Category Archives: Olympics
Canada managed to win 18 total medals in the 2012 Olympics, while only tallying one gold medal. Previously, I proposed the question, has anyone ever won more medals than this with fewer golds? The answer, shockingly is yes. In 1952, Germany managed to win 24 total medals and exactly ZERO golds (7 Silver and 17 Bronze). Incredible. Really nice work.
Other countries that have come close include the United Kingdom in 1960 (2G, 6S, 12B), Sweden in 1984 (2G, 11S, 6B), and Cuba in 2008 (2G, 11S, 12B).

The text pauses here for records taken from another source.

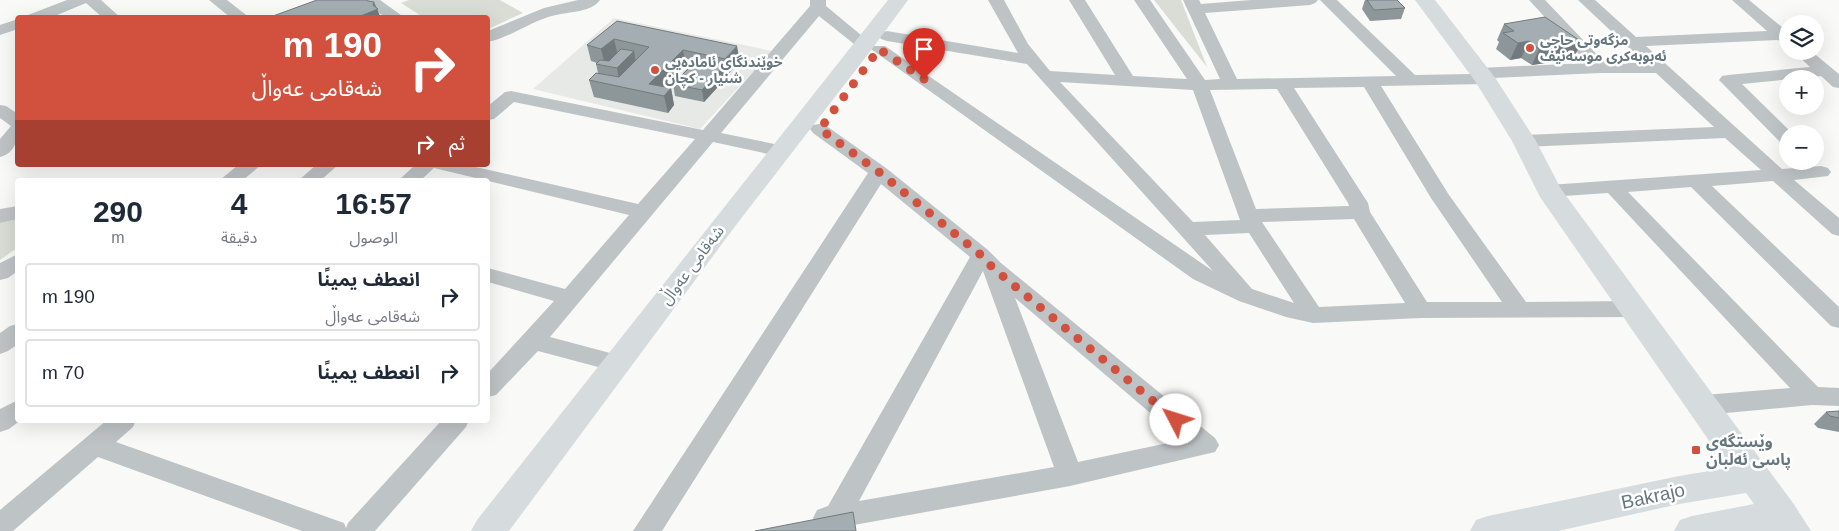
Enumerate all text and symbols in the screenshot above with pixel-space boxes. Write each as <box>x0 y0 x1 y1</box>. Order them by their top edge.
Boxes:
map controls <box>1779 15 1824 170</box>
button: layers <box>1779 15 1824 60</box>
text: 190 m <box>283 25 382 64</box>
pin <box>903 28 945 79</box>
place label: مزگەوتی حاجی ئەبوبەکری موسەنیف <box>1540 32 1667 65</box>
icon: right <box>400 35 465 100</box>
icon: arrive <box>910 35 938 63</box>
marker: مزگەوتی حاجی ئەبوبەکری موسەنیف <box>1524 42 1536 54</box>
place label: خوێندنگای ئامادەیی شنیار - کچان <box>665 54 783 88</box>
marker: خوێندنگای ئامادەیی شنیار - کچان <box>649 64 661 76</box>
button: + <box>1779 70 1824 115</box>
text: شەقامی عەواڵ <box>252 76 382 101</box>
button: − <box>1779 125 1824 170</box>
icon: right <box>411 130 439 158</box>
text: ثم <box>449 133 465 154</box>
text: 4 <box>231 187 248 220</box>
text: 16:57 <box>335 187 412 220</box>
text: 290 <box>93 195 143 228</box>
street label: شەقامی عەواڵ <box>654 220 729 309</box>
text: m <box>111 229 125 246</box>
text: دقيقة <box>221 229 257 246</box>
text: الوصول <box>349 229 398 246</box>
text: انعطف يمينًا <box>318 269 420 290</box>
icon: right <box>435 283 463 311</box>
text: 190 m <box>42 286 95 307</box>
text: شەقامی عەواڵ <box>325 308 420 325</box>
icon: right <box>435 359 463 387</box>
text: 70 m <box>42 362 84 383</box>
text: انعطف يمينًا <box>318 362 420 383</box>
position arrow <box>1149 393 1201 445</box>
place label: وێستگەی پاسی ئەلبان <box>1706 433 1791 469</box>
marker: وێستگەی پاسی ئەلبان <box>1690 444 1702 456</box>
street label: Bakrajo <box>1619 479 1687 513</box>

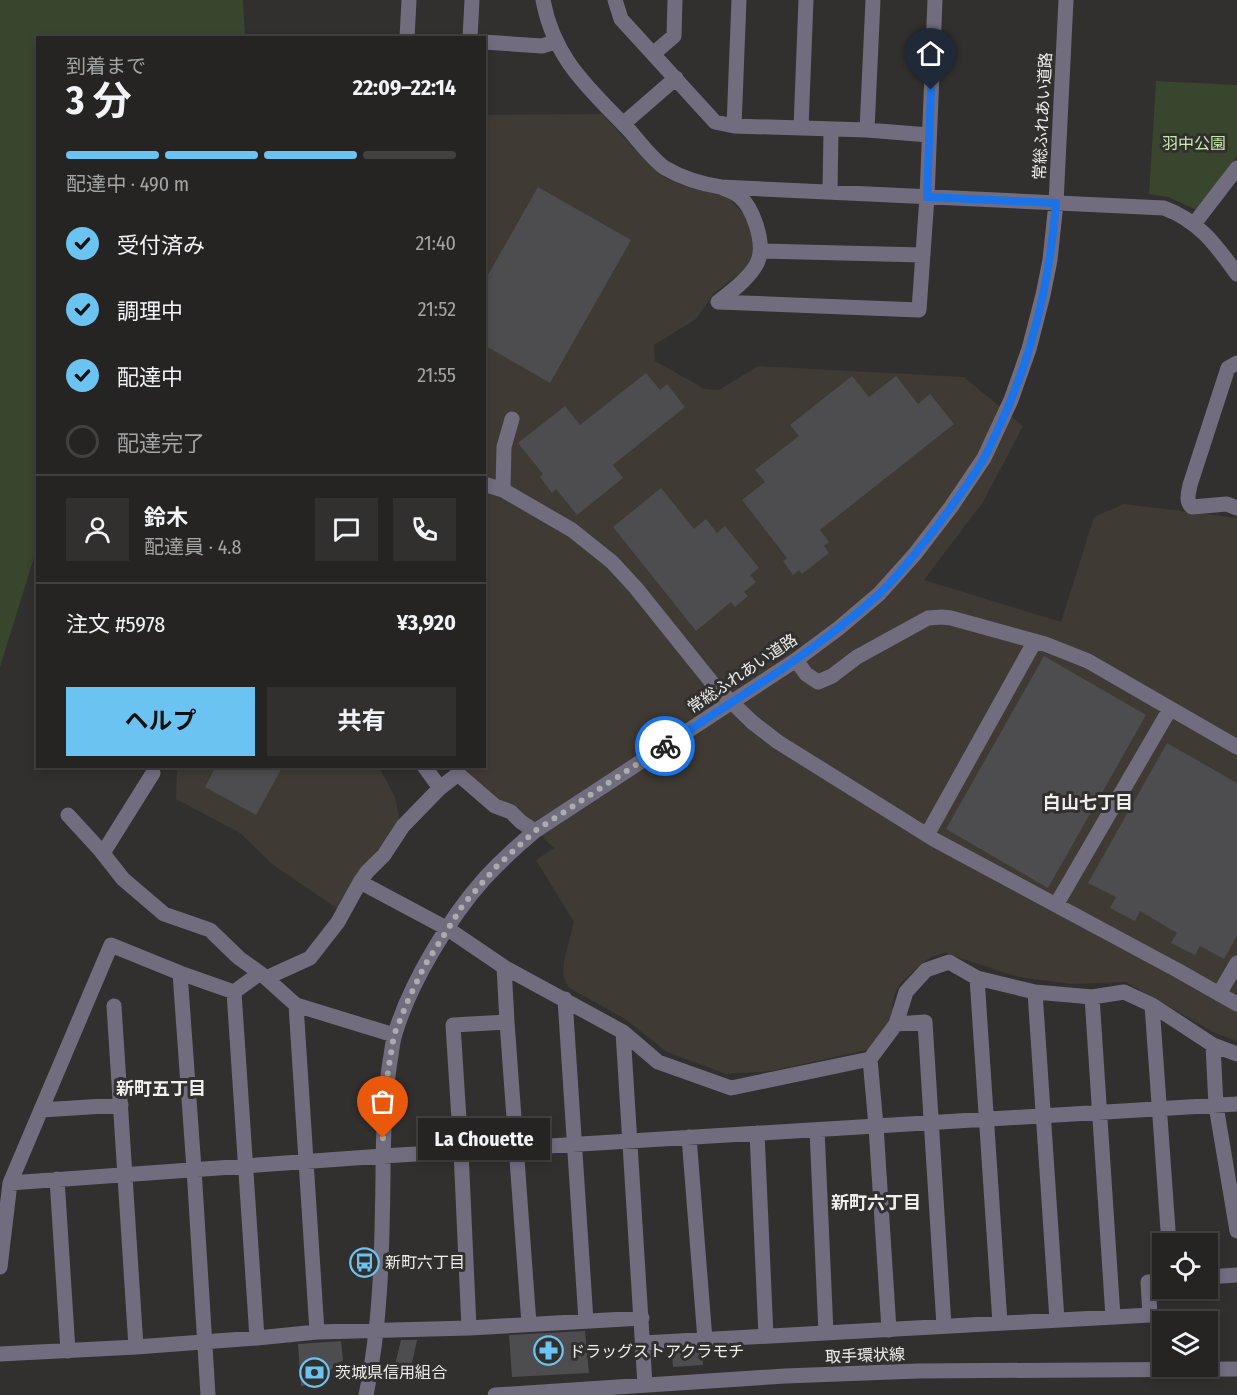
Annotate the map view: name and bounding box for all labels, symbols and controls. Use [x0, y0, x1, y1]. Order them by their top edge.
pin [905, 28, 956, 90]
icon: home [914, 37, 947, 70]
street label: 常総ふれあい道路 [1030, 52, 1055, 180]
text: 到着まで [66, 54, 146, 78]
text: 22:09–22:14 [353, 74, 456, 101]
text: 3 分 [66, 78, 132, 124]
park label: 羽中公園 [1162, 134, 1226, 153]
text: 配達中 · 490 m [66, 172, 189, 196]
icon: check [66, 227, 99, 260]
text: 21:40 [416, 231, 456, 255]
text: 受付済み [117, 232, 205, 259]
icon: check [66, 293, 99, 326]
text: 21:52 [418, 297, 456, 321]
text: 調理中 [117, 298, 183, 325]
icon: check [66, 359, 99, 392]
text: 21:55 [417, 363, 456, 387]
text: 配達中 [117, 364, 183, 391]
text: 配達完了 [117, 430, 205, 457]
button: person [66, 498, 129, 561]
button: chat [315, 498, 378, 561]
button: phone [393, 498, 456, 561]
text: 鈴木 [144, 504, 188, 531]
text: 配達員 · 4.8 [144, 535, 242, 559]
text: ¥3,920 [397, 609, 456, 636]
text: 注文 #5978 [66, 611, 165, 638]
street label: 常総ふれあい道路 [684, 630, 801, 717]
button: ヘルプ [66, 687, 255, 756]
button: 共有 [267, 687, 456, 756]
courier [635, 716, 695, 776]
icon: bike [649, 730, 682, 763]
district label: 白山七丁目 [1043, 792, 1133, 814]
pin [357, 1076, 408, 1138]
district label: 新町五丁目 [116, 1078, 206, 1100]
icon: bag [366, 1085, 399, 1118]
callout: La Chouette [419, 1117, 551, 1159]
text: La Chouette [434, 1127, 534, 1151]
district label: 新町六丁目 [831, 1192, 921, 1214]
map controls [1152, 1233, 1218, 1377]
button: locate [1152, 1233, 1218, 1299]
bus stop icon: 新町六丁目 [348, 1246, 380, 1278]
place label: 新町六丁目 [385, 1253, 465, 1272]
button: layers [1152, 1311, 1218, 1377]
pharmacy icon: ドラッグストアクラモチ [532, 1335, 564, 1367]
place label: ドラッグストアクラモチ [569, 1342, 744, 1361]
street label: 取手環状線 [825, 1345, 905, 1366]
bank icon: 茨城県信用組合 [298, 1356, 330, 1388]
place label: 茨城県信用組合 [335, 1363, 447, 1382]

Another fun fact: Only 5 times has a team won more than 50 total medals and won more bronze than silver and more silver than gold. They are Sweden 1920 (19G, 20S, 24B), Soviet Union in 1964(30G, 31S, 35B), West Germany in 1984 (17G, 19S, 23B), Germany in 2000 (13G, 17S, 26B), and, most recently, Russia in 2012 (24G, 26S, 32B).

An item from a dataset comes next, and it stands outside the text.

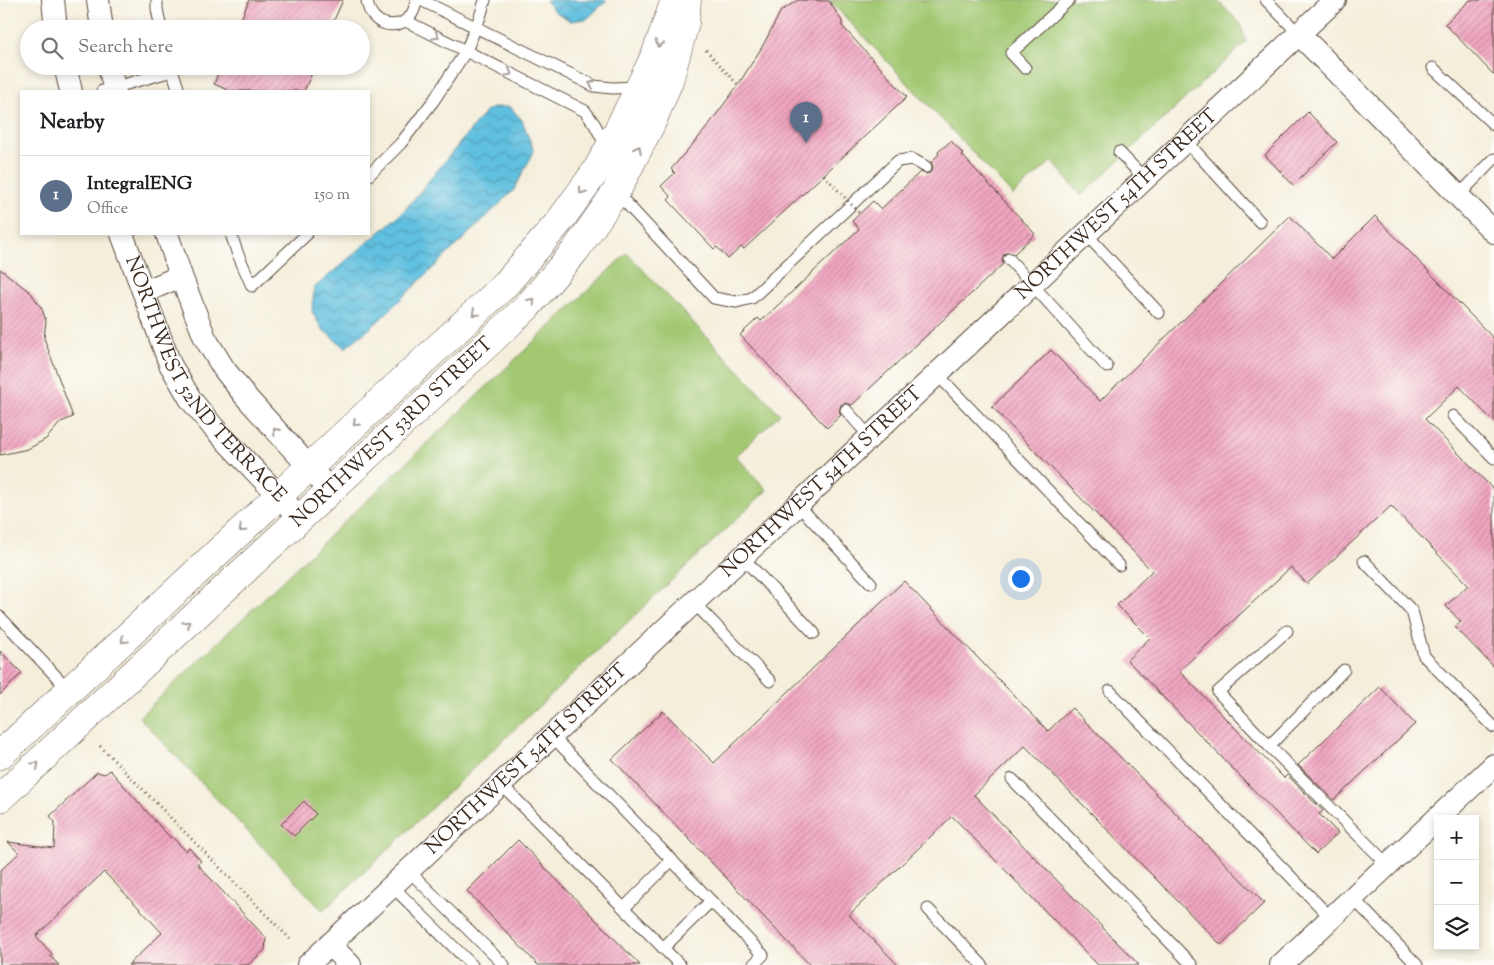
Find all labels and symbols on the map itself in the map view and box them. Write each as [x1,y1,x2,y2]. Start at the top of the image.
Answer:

See you in Brazil in 2016!
I read this story about some badminton players that were thrown out of the Olympics for intentionally losing a match. In the words of Deadspin:
The Chinese team of Wang Xiaoli and Yu Yang and South Koreans Jung Kyung-eun and Kim Ha-na played a farce of a match in which players served into the net on purpose or lazily launched shots out of bounds. The Chinese players’ incentive to lose was a bracket placement that would keep them on the opposite side from the other top-ranked Chinese team, meaning they’d avoid facing them until the finals. The Koreans, having sensed the plot from Wang and Yu, attempted to lose themselves in response.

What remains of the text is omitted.